> **The input**:
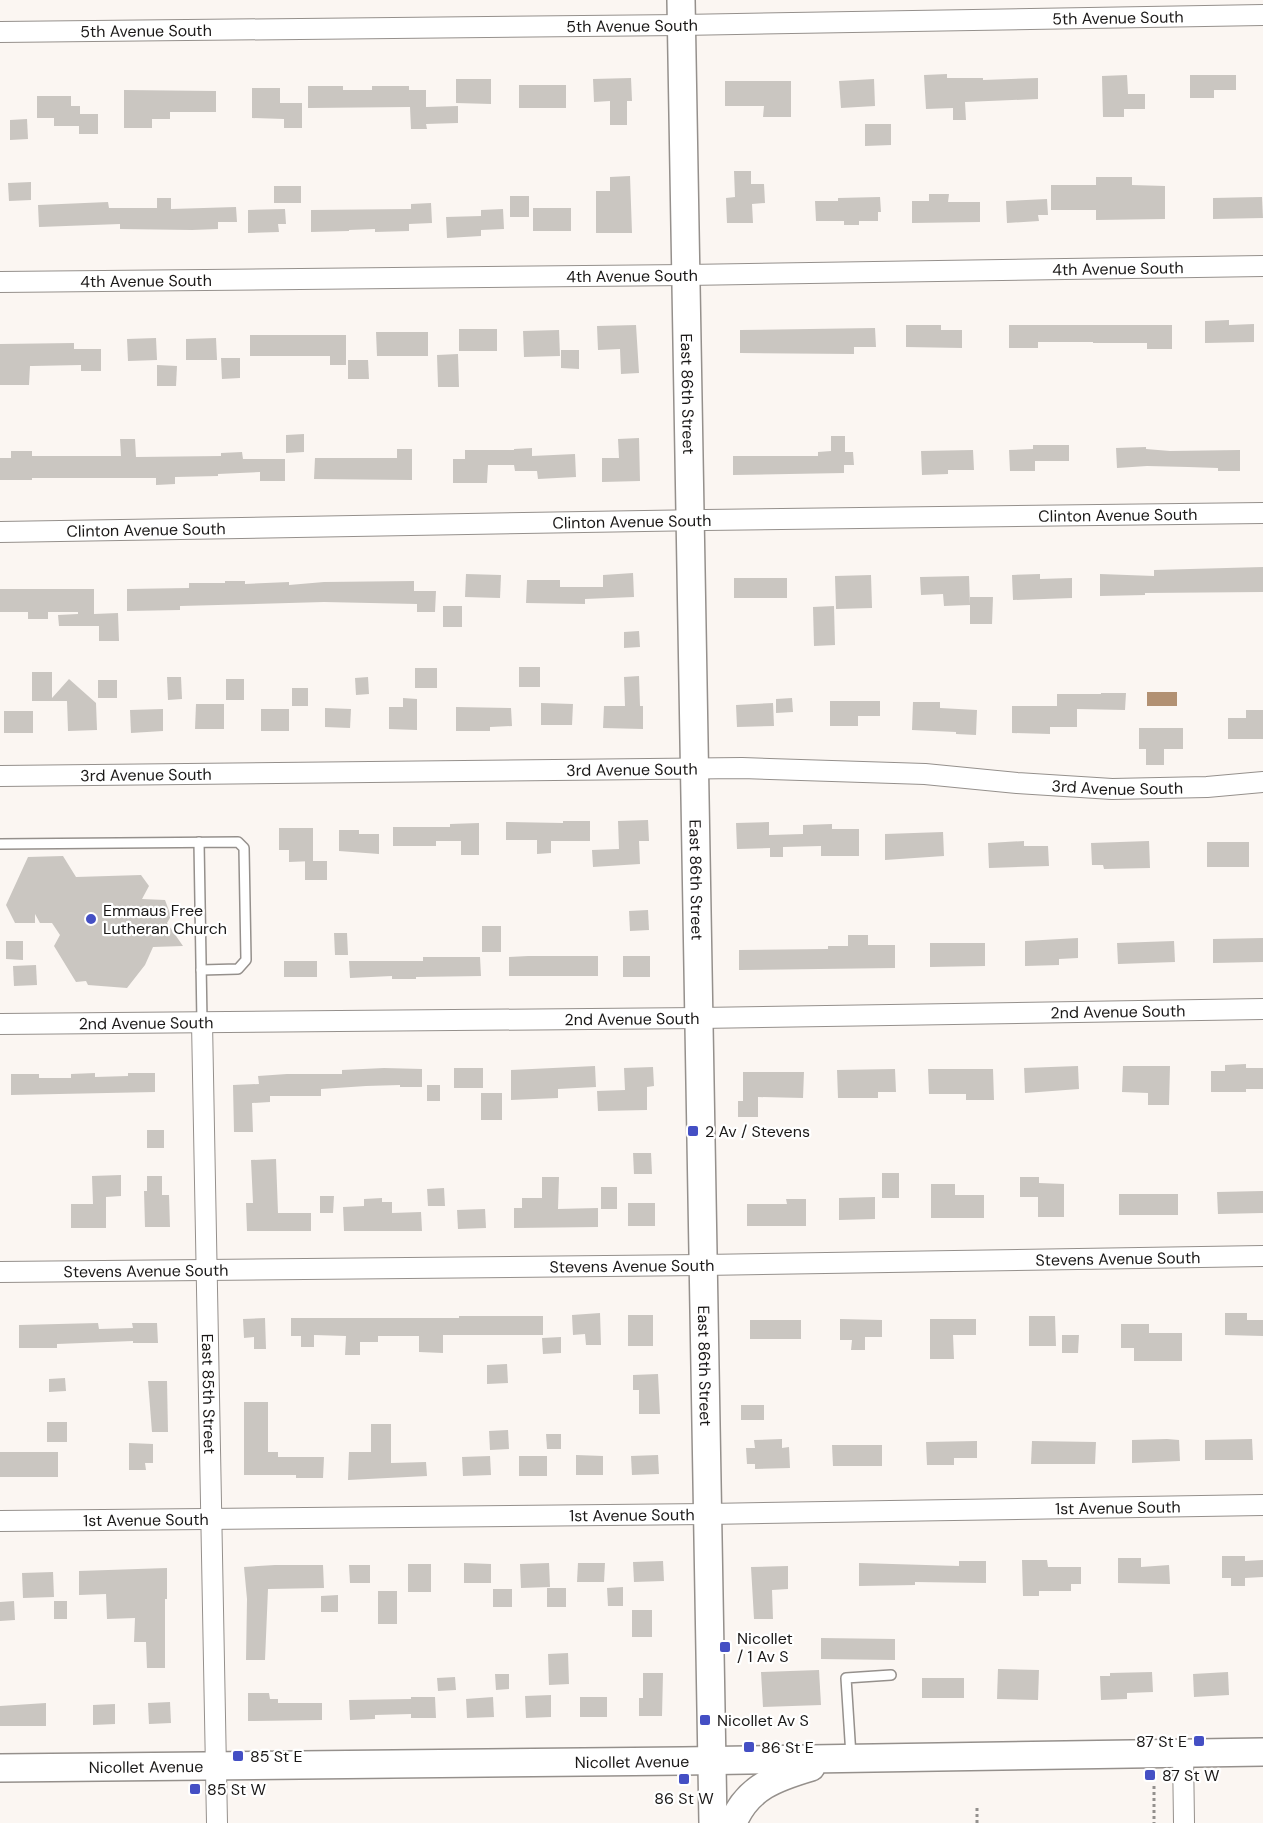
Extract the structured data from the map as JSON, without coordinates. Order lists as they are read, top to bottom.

---

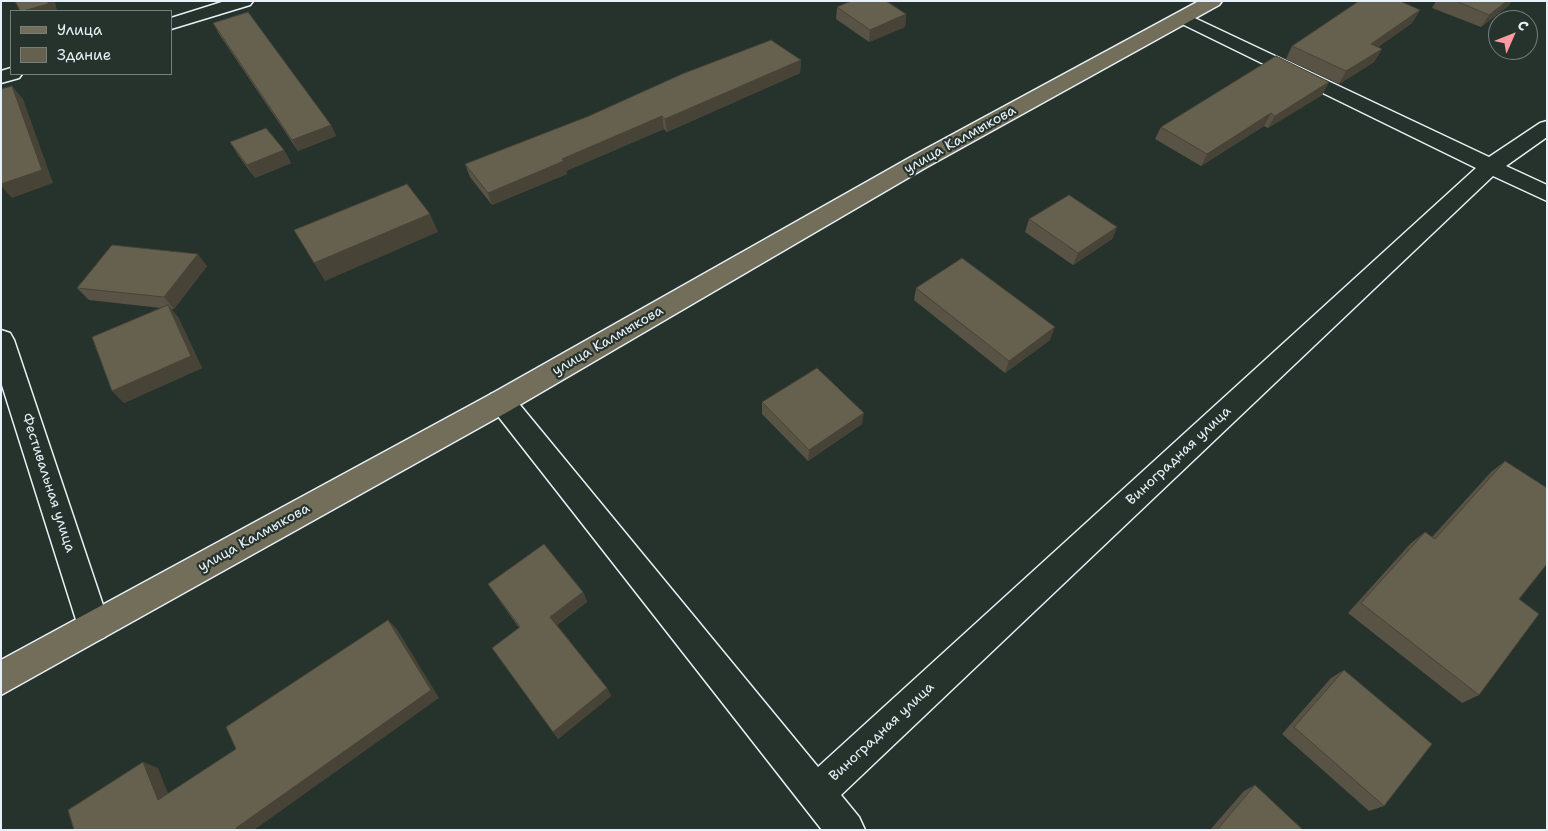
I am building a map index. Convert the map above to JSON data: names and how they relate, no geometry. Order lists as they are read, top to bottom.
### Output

* * *

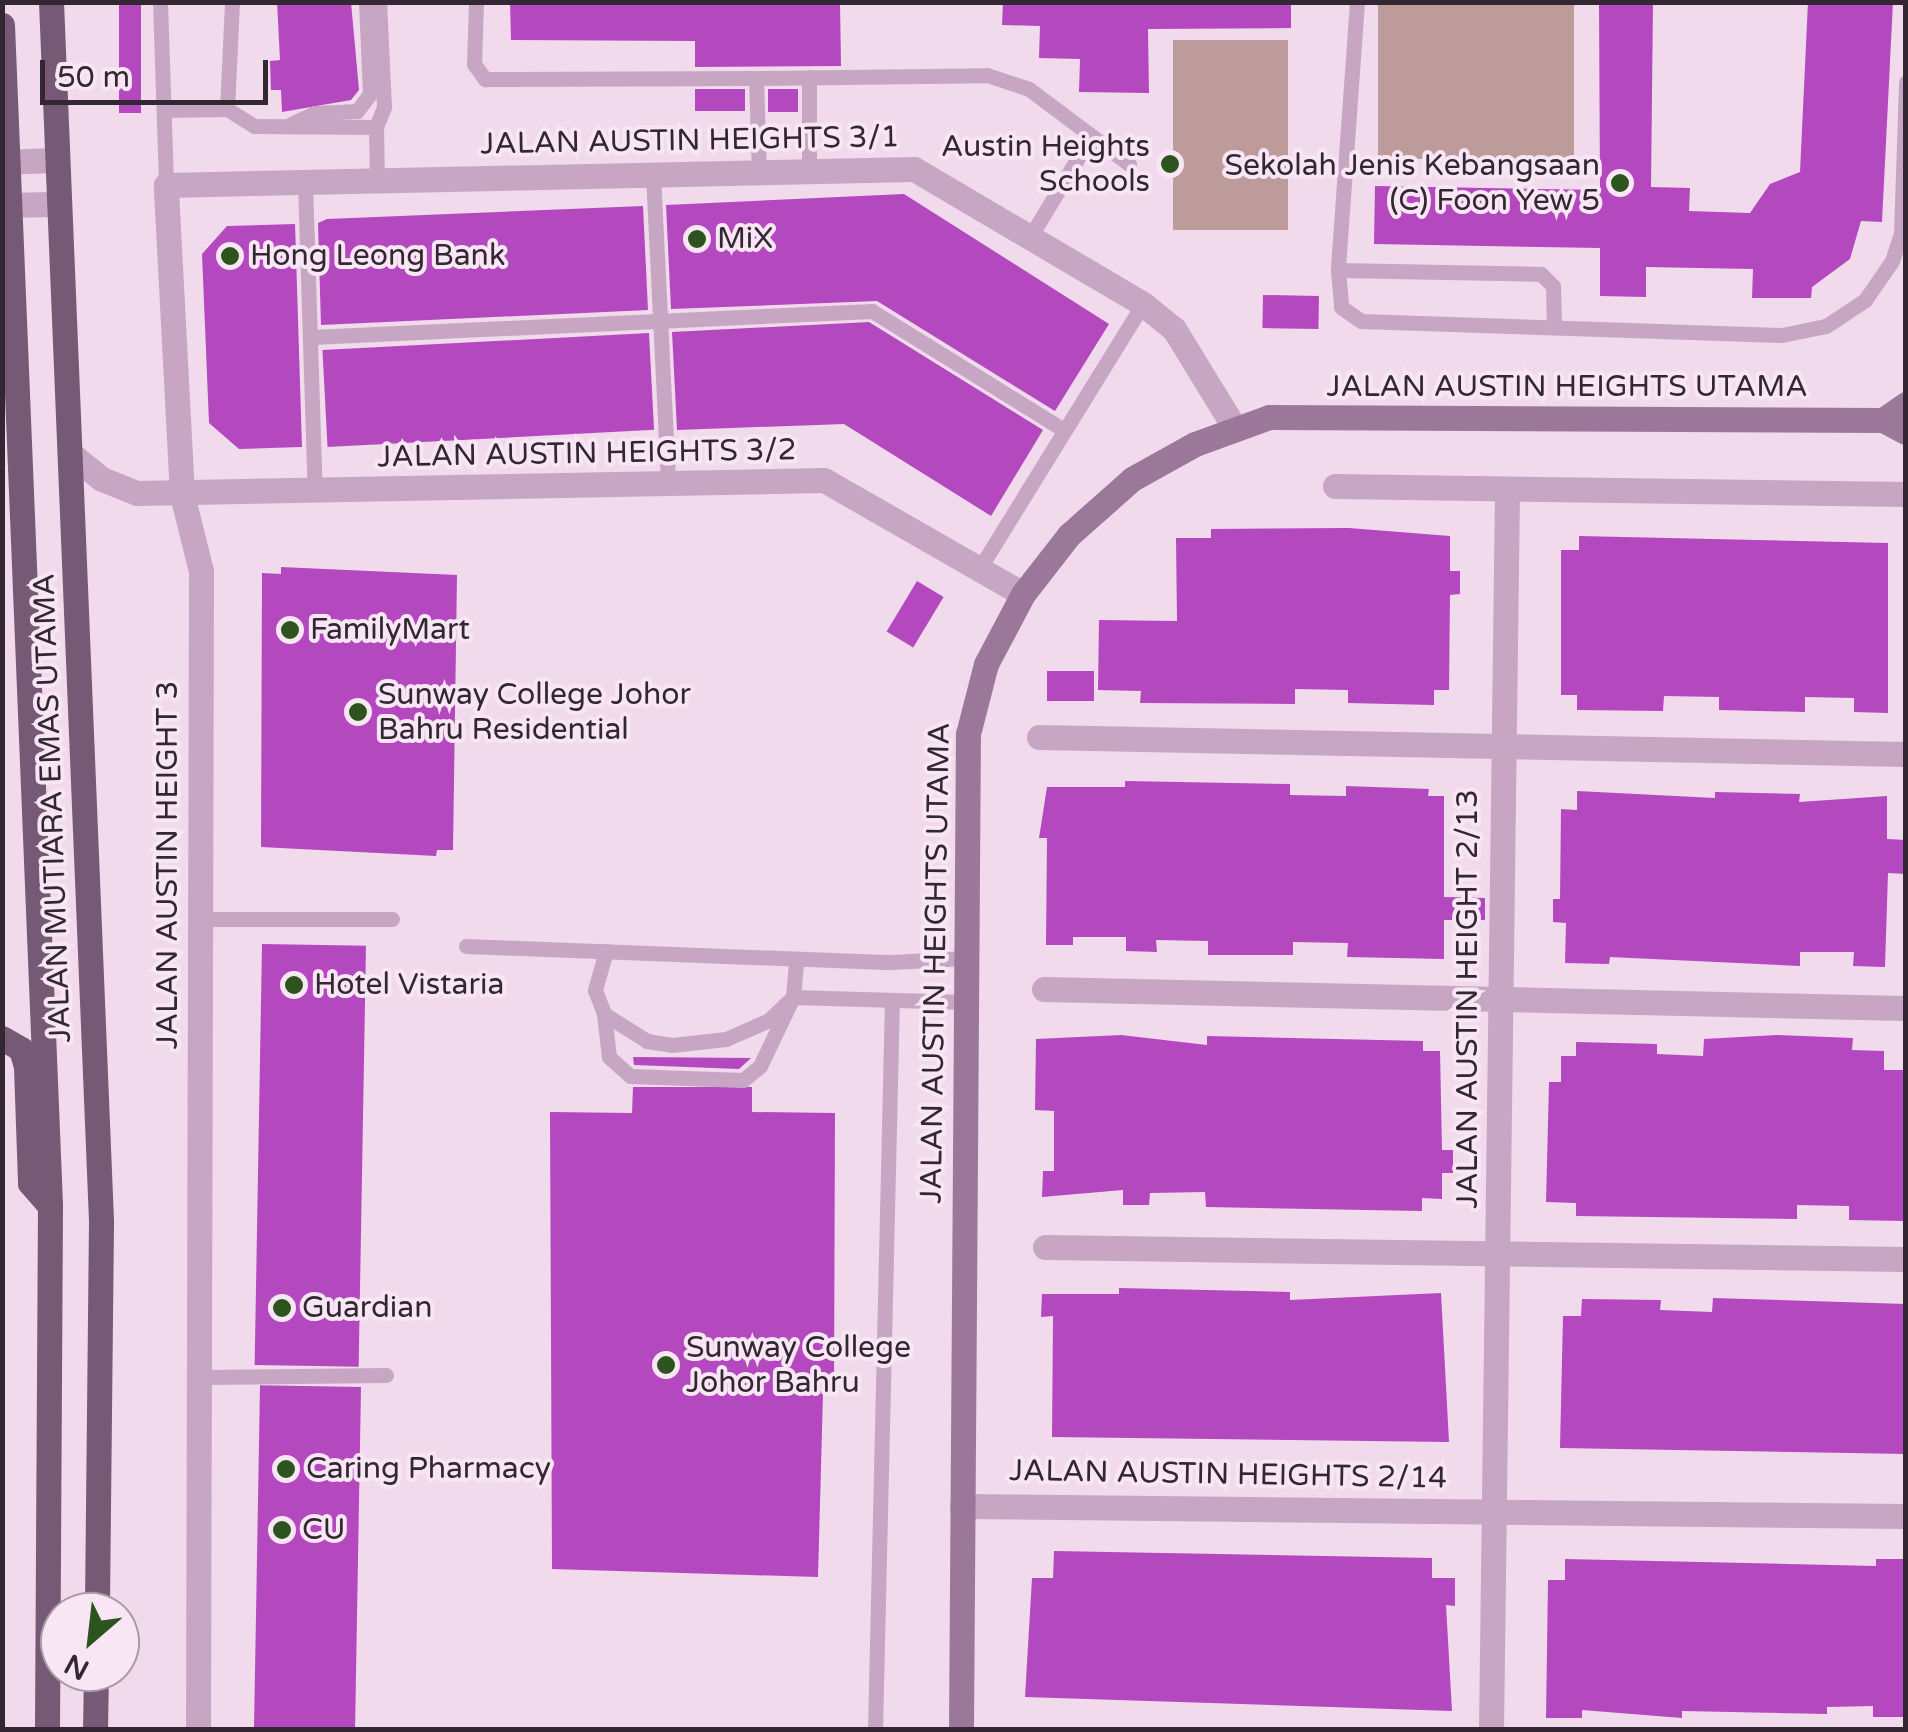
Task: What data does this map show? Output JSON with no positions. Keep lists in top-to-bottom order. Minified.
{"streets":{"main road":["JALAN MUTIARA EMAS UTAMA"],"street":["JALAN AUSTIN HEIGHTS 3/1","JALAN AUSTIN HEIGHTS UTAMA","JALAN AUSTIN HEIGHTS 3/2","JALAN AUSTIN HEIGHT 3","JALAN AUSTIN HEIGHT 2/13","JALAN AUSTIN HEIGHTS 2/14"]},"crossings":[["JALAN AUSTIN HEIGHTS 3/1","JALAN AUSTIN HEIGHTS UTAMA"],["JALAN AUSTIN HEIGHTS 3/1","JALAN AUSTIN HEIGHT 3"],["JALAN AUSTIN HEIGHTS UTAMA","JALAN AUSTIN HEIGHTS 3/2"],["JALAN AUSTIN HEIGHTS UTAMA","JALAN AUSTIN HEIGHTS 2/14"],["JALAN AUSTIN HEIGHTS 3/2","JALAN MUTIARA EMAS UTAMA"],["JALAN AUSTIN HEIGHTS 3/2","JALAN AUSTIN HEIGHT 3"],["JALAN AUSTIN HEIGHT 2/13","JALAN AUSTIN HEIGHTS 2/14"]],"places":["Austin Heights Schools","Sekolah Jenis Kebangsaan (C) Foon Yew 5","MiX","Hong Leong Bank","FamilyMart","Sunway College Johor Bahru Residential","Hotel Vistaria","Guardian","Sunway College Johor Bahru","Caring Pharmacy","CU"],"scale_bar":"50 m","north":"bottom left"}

> **What you have to do**:
Wherever the string "they" occurs in the records, copy the line it is in.

> **Exercise solution**:
Extract the structured data from the map as JSON, without coordinates. Order lists as they are read, top to bottom.
I am building a map index. Convert the map above to JSON data: names and how they relate, no geometry. Order lists as they are read, top to bottom.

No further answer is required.